Zittersieg bei Hitzeschlacht
26. August 2019 Zurück zur Artikelübersicht »

Die Oper ist erst zu Ende, wenn die dicke Frau gesungen hat. Dieses Sprichwort passt natürlich auch für unseren Fußballsport! Bei der Partie zwischen TuRU Düsseldorf und dem Cronenberger SC gab es zwei Tore in der Nachspielzeit.

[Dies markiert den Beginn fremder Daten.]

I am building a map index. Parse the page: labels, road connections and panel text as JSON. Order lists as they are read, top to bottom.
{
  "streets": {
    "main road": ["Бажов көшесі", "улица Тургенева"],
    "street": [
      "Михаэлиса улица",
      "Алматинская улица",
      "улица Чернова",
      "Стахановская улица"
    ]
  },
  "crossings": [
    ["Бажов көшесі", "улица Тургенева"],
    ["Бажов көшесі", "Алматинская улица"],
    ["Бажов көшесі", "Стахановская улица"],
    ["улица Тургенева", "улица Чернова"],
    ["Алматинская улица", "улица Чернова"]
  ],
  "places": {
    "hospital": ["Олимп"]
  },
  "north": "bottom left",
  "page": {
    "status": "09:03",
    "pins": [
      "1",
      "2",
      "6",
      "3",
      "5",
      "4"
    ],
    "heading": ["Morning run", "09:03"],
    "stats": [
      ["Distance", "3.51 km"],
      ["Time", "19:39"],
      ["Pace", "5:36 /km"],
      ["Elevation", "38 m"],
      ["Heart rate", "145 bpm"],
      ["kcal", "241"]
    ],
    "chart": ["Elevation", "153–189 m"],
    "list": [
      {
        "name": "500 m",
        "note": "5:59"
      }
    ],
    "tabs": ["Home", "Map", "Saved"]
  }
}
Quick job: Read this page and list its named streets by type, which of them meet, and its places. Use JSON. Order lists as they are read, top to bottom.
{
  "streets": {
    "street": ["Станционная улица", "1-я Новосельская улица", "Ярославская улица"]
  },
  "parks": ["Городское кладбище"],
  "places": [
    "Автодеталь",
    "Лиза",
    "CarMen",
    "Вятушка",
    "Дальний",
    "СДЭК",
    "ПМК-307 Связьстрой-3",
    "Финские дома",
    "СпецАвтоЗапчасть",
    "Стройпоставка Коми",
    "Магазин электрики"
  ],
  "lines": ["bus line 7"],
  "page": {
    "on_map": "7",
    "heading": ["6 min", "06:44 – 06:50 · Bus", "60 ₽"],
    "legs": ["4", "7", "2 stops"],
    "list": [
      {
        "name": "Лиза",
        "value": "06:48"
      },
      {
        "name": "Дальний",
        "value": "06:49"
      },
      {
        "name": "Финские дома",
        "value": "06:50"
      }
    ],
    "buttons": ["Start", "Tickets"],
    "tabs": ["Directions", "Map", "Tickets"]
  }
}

Passend zu den brütend heißen Temperaturen legte die TuRU los wie die Feuerwehr. Der erste Dreier diese Saison sollte dringend her! Nachdem Tim Galleski noch an per Freistoß der Hand eines Cronenberger Spielers gescheitert war (Elfmeterpfiff blieb aus), trat er zur Ecke an. Diese Ecke landete genau auf dem Kopf von Sahin Ayas, der keine Mühe hatte zum 1:0 einzunetzen (6.).

In der Folgezeit erarbeitete sich die TuRU weitere Chancen das Ergebnis auf 2:0 oder gar 3:0 hochzuschrauben. Von den Gästen war bis dato nicht viel zu sehen. Bis zur Nachspielzeit der ersten Hälfte. Timo Leber setzte sich nicht ganz regelgerecht gegen Tolga Erginer durch und schlenzte den Ball aus 18 Metern sehenswert hoch ins lange Eck. Ausgleich zu einem psychologisch schlechtem Zeitpunkt.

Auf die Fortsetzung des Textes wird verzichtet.